## Exercise goal
Exclude the pictures; give every entry again exactly as written.

## Records supplied
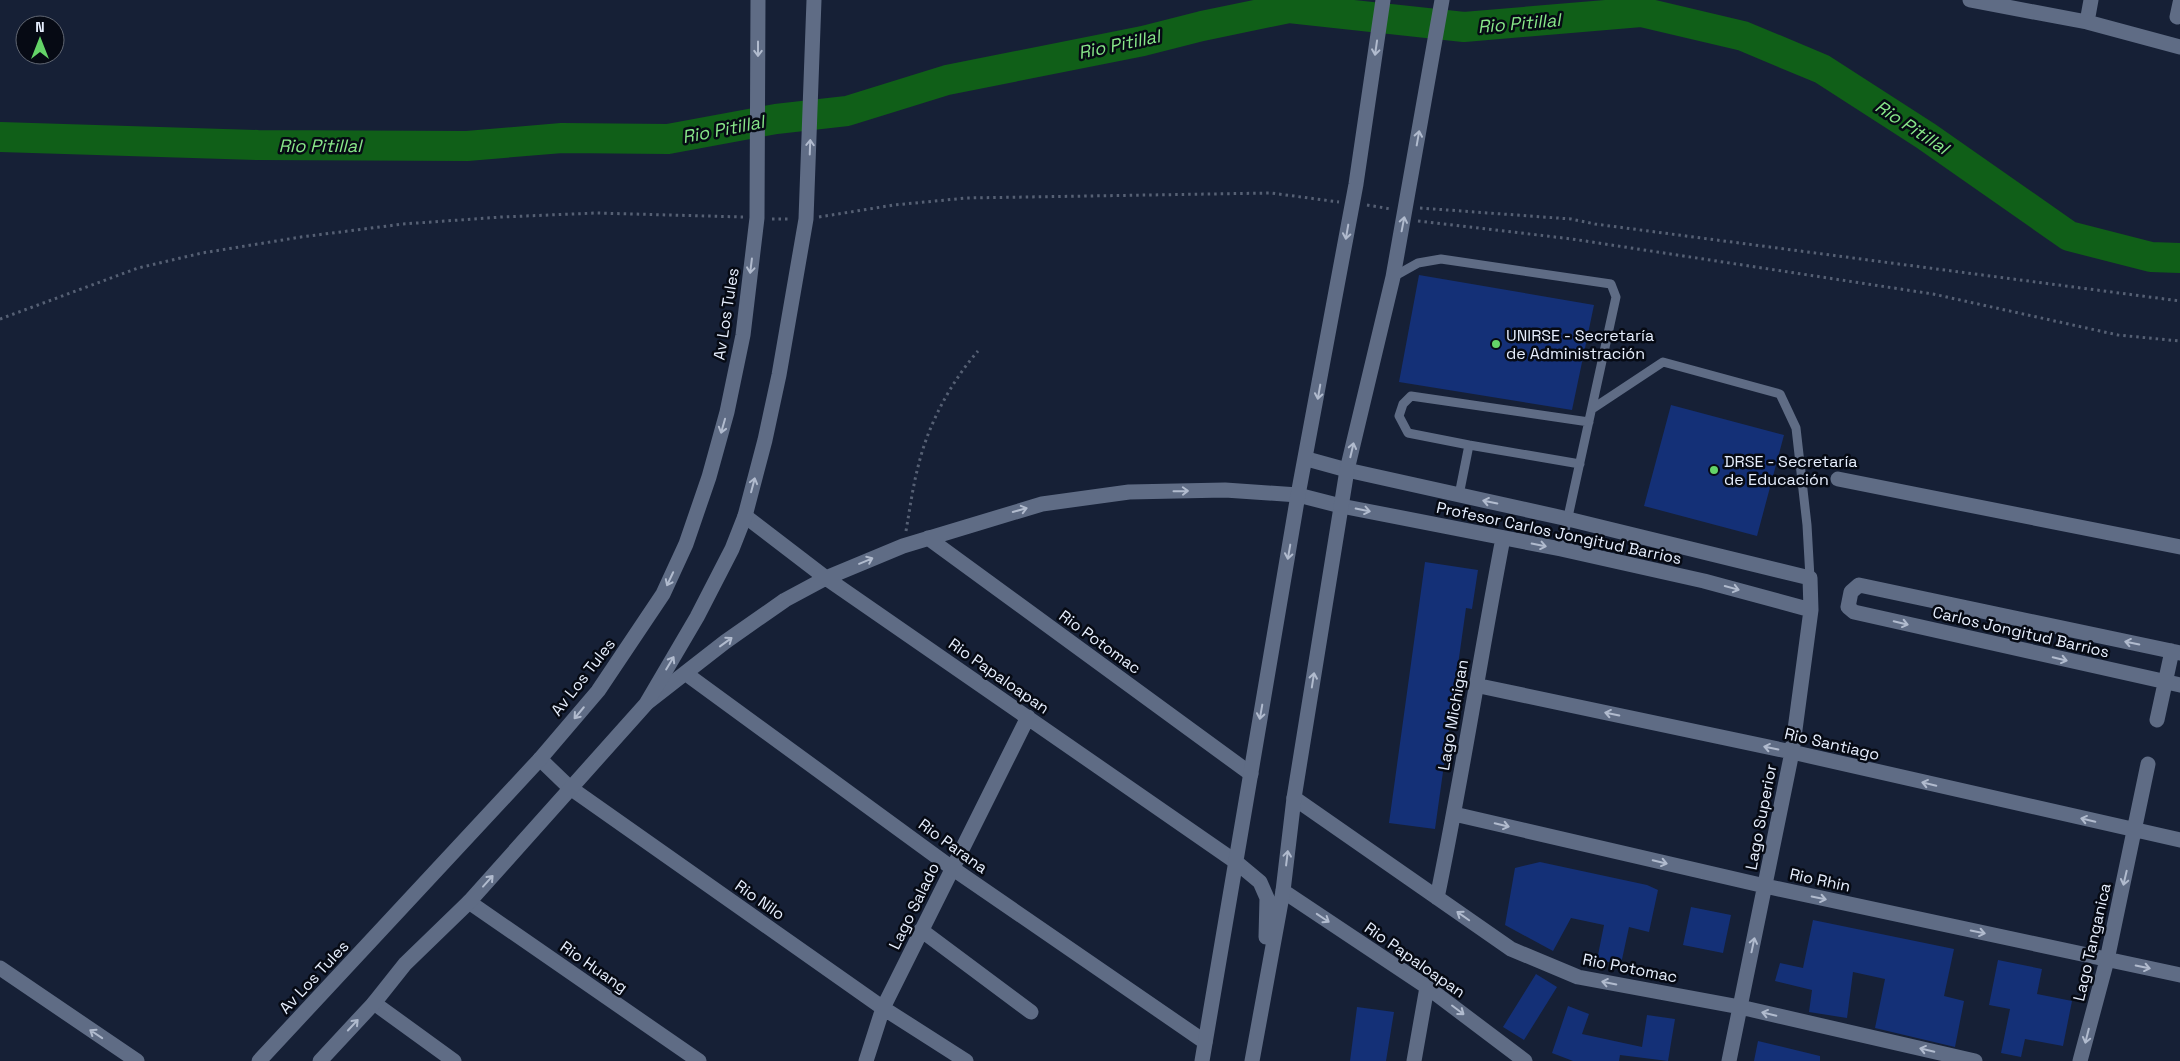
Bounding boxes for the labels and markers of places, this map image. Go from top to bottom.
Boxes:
place label: UNIRSE - Secretaría de Administración [1506,325,1654,364]
marker: UNIRSE - Secretaría de Administración [1490,338,1502,350]
place label: DRSE - Secretaría de Educación [1724,451,1858,490]
marker: DRSE - Secretaría de Educación [1708,464,1720,476]

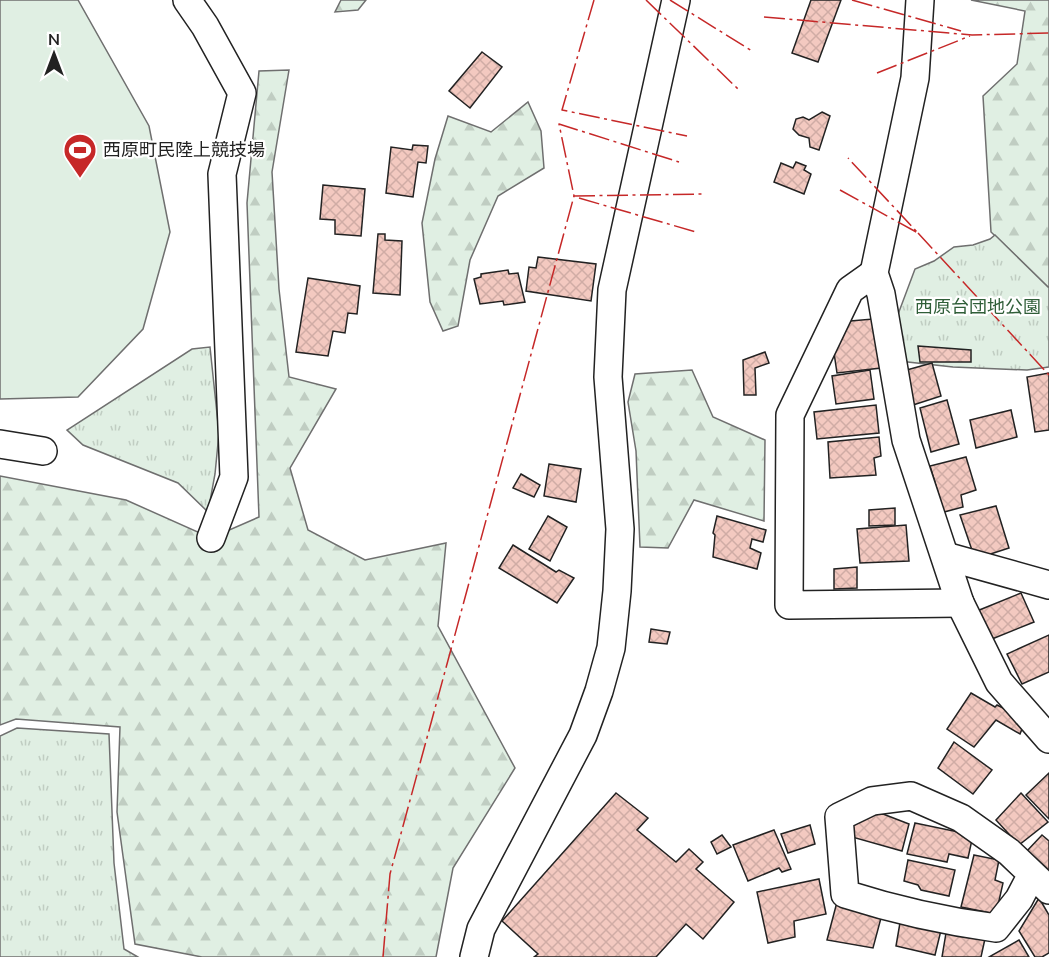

## Output for this task
Bounding boxes for the labels and markers of places, this map image. Go from top to bottom.
Boxes:
place label: UNIRSE - Secretaría de Administración [1506,325,1654,364]
marker: UNIRSE - Secretaría de Administración [1490,338,1502,350]
place label: DRSE - Secretaría de Educación [1724,451,1858,490]
marker: DRSE - Secretaría de Educación [1708,464,1720,476]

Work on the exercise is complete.